Use UDM Search time range and manage queries

Supported in:

Google Security Operations gives you the ability to search through up to a year of the enterprise data stored in your account. It also includes a number of tools that let you run multiple UDM search queries and later retrieve and share the results of those queries.

Use UDM to search up to a year of data

You can conduct a UDM search on up to one year of your UDM data. To adjust the time period for your UDM search, complete the following steps:

  1. Go to Investigation > SIEM Search.
  2. Click the time selector field to open the time selector dialog.
  3. From the Range tab (the default tab), adjust the time range by selecting any of the options from Last 5 minutes to Last year.
  4. Use the Start and End fields to choose a more specific date range (for example, the first two weeks in November).
  5. Adjust the times by selecting specific start and end values, for example, 03:00 and 08:30.
  6. Click Apply and then click Run Search.

Run concurrent searches and manage search queries

Concurrent searches and stored results require the search history feature to be active. To ensure that search history is on, complete the following steps:

  1. Go to Investigation > SIEM Search.

  2. Click History. If the Search History Is Disabled message is displayed, proceed to the next step. If you don't see this message, then Search History is already enabled for your account.
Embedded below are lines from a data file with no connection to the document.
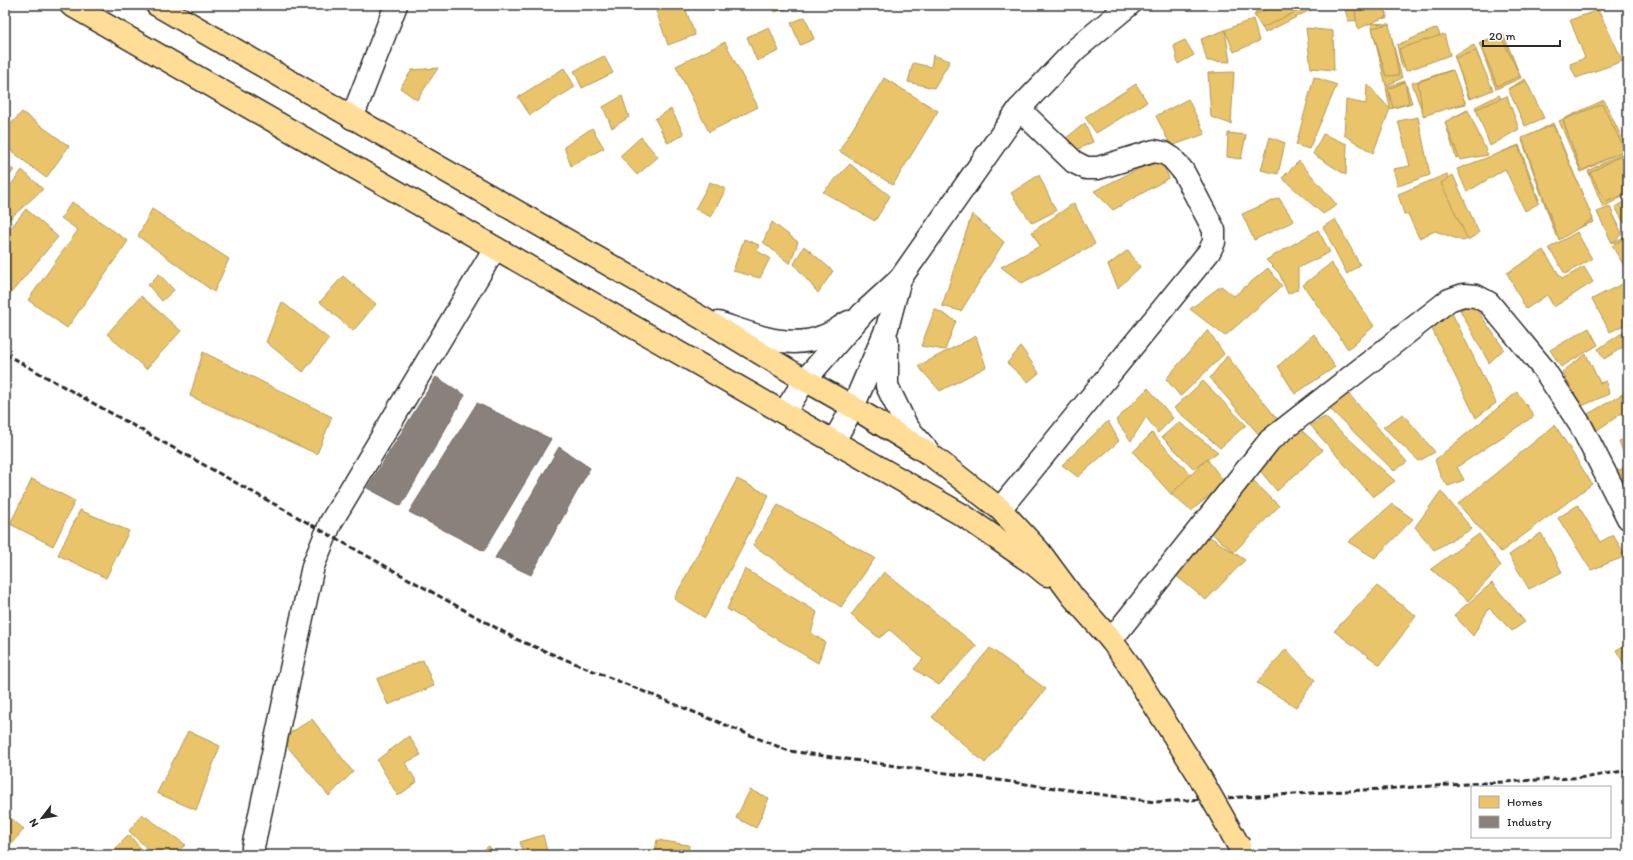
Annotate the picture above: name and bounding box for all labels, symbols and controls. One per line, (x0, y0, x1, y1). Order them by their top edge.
scale bar (1483, 22, 1560, 48)
text: 20 m (1489, 29, 1516, 43)
legend (1471, 786, 1611, 838)
text: Homes (1507, 795, 1543, 809)
north arrow (22, 798, 62, 838)
text: Industry (1507, 815, 1552, 829)
text: N (26, 816, 41, 829)

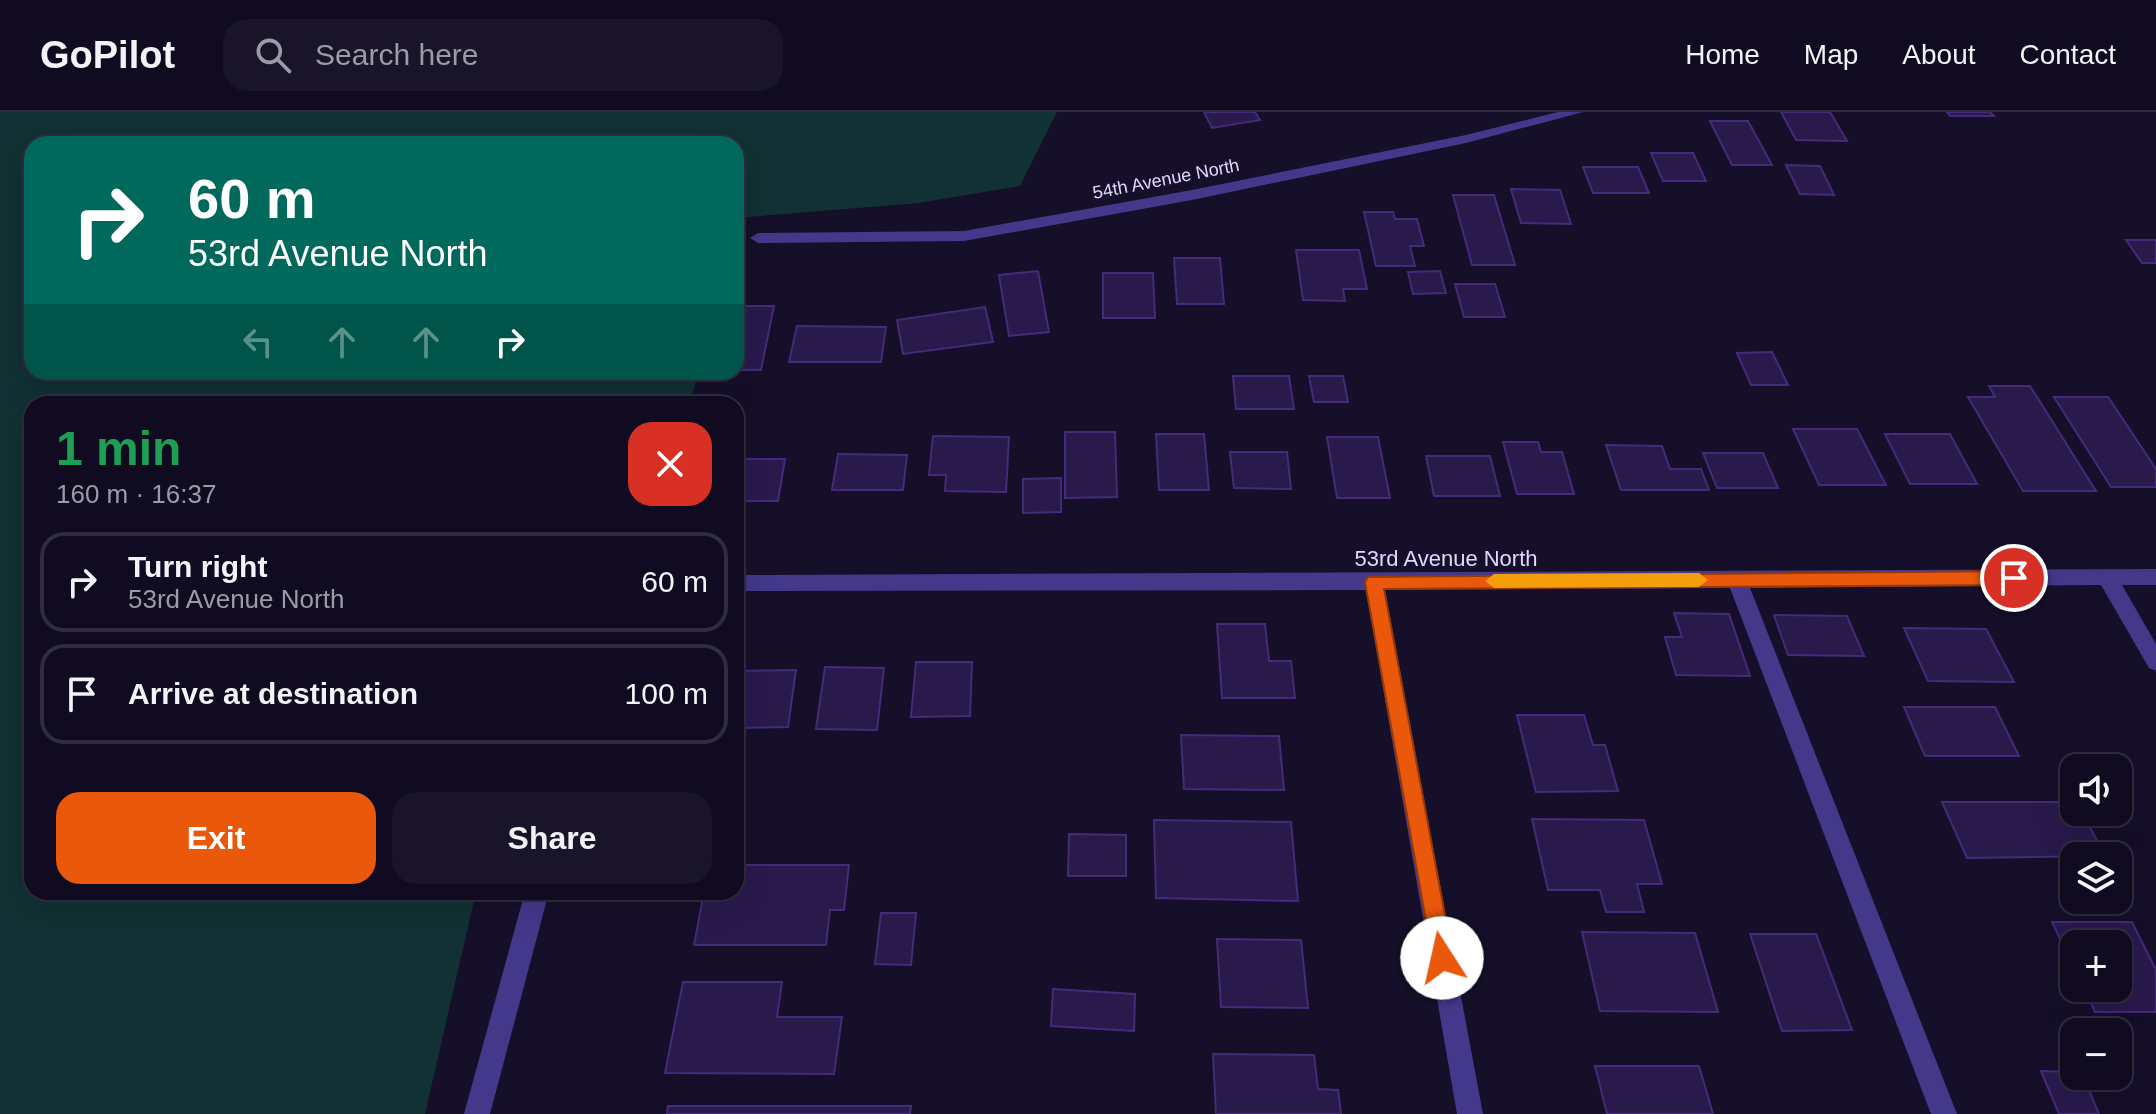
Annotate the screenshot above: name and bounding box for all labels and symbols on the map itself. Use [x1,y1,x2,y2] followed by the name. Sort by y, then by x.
[1091,155,1241,203] street label: 54th Avenue North
[1980,544,2048,612] pin
[1354,546,1538,571] street label: 53rd Avenue North
[1400,916,1484,1000] position arrow

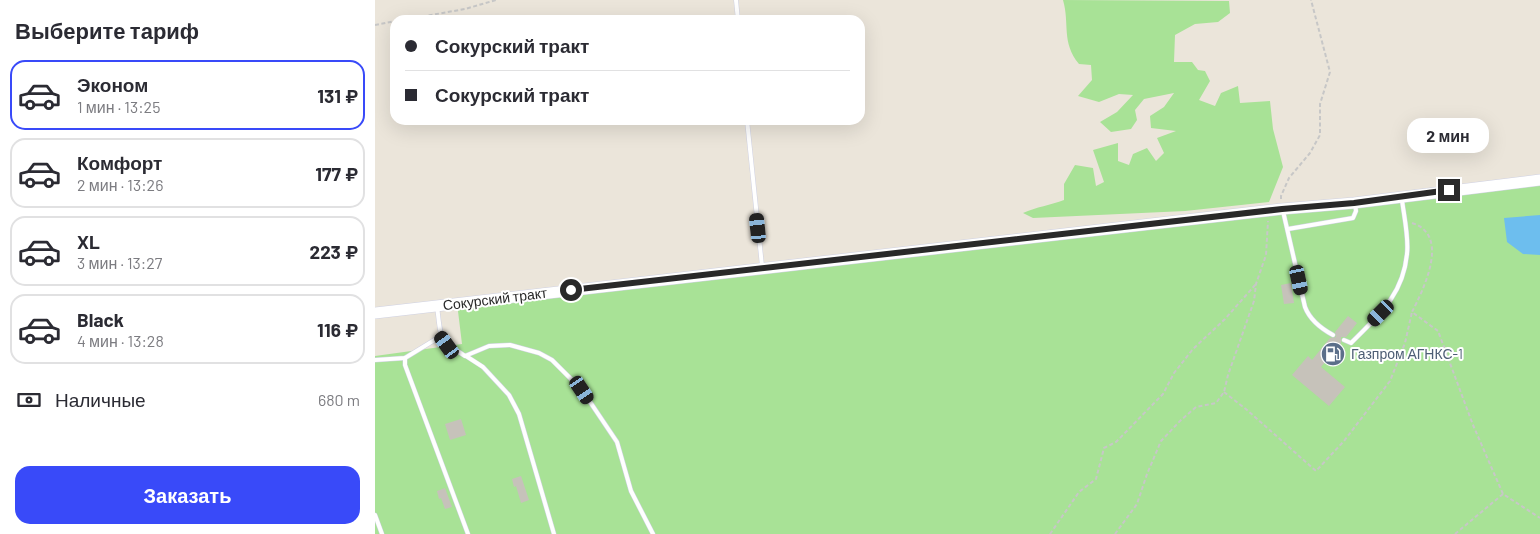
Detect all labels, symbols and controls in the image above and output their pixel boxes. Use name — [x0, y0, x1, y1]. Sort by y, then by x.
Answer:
text: Выберите тариф — [15, 17, 199, 43]
text: Сокурский тракт — [435, 34, 589, 57]
icon: car — [17, 73, 62, 118]
text: Эконом — [77, 73, 148, 96]
text: Сокурский тракт — [435, 83, 589, 106]
text: 131 ₽ — [317, 84, 358, 107]
text: 1 мин · 13:25 — [77, 97, 160, 116]
callout: 2 мин — [1408, 118, 1490, 152]
text: 2 мин — [1426, 126, 1470, 145]
icon: car — [17, 151, 62, 196]
text: Комфорт — [77, 151, 162, 174]
text: 177 ₽ — [315, 162, 358, 185]
text: 2 мин · 13:26 — [77, 175, 163, 194]
route end — [1438, 179, 1460, 201]
car — [748, 212, 767, 244]
icon: car — [17, 229, 62, 274]
text: XL — [77, 230, 100, 253]
text: 223 ₽ — [310, 240, 358, 263]
text: 3 мин · 13:27 — [77, 253, 162, 272]
car — [1288, 264, 1309, 296]
route start — [560, 279, 582, 301]
street label: Сокурский тракт — [442, 284, 549, 313]
car — [1365, 297, 1396, 329]
icon: car — [17, 307, 62, 352]
text: Black — [77, 308, 124, 331]
text: 116 ₽ — [317, 318, 358, 341]
car — [432, 328, 461, 362]
text: 4 мин · 13:28 — [77, 331, 164, 350]
fuel station icon: Газпром АГНКС-1 — [1320, 341, 1346, 367]
place label: Газпром АГНКС-1 — [1351, 345, 1463, 362]
car — [567, 373, 596, 407]
icon: cash — [15, 386, 43, 414]
text: Наличные — [55, 388, 146, 411]
text: 680 m — [318, 390, 360, 409]
button: Заказать — [15, 466, 360, 524]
  3. Click more_vert and select Opt into search history.

Manage search queries

You can run multiple UDM searches, retrieve previous query search results, and share your query results with other members of your team:

  • Run multiple UDM searches: While a search query is in progress, you can run additional searches in the query editor. Google Security Operations continues running your previous searches and runs the new searches in parallel.

  • View query results: Scroll through the query history and select search results within 24 hours of running a query. Click History and select one of your queries from the list.

    In-progress queries are displayed with a circular status icon. Completed queries are displayed with a green check mark icon, along with a counter indicating the number of events returned by the query. Click a completed query to display the results. These results are cached and only include the data available at query run time. However, you can click cached Rerun to run the query against the latest data. This new run is added to the search history and the results are made available when the query completes.

  • Share query results: Copy the URL of the query results to share them with other users.

    When search results are stored, the RBAC scopes of the user who ran the search are stored with them. When these results are viewed by another user, the viewer's RBAC scope is compared to the stored scopes. If the viewer's scopes are more restrictive, an error is displayed and they won't be able to view the results.

    Stored search results expire 24 hours after a query is run. However, your search query is still available in the History pane. You can rerun your searches and the results are made available for up to 24 hours after the query run time.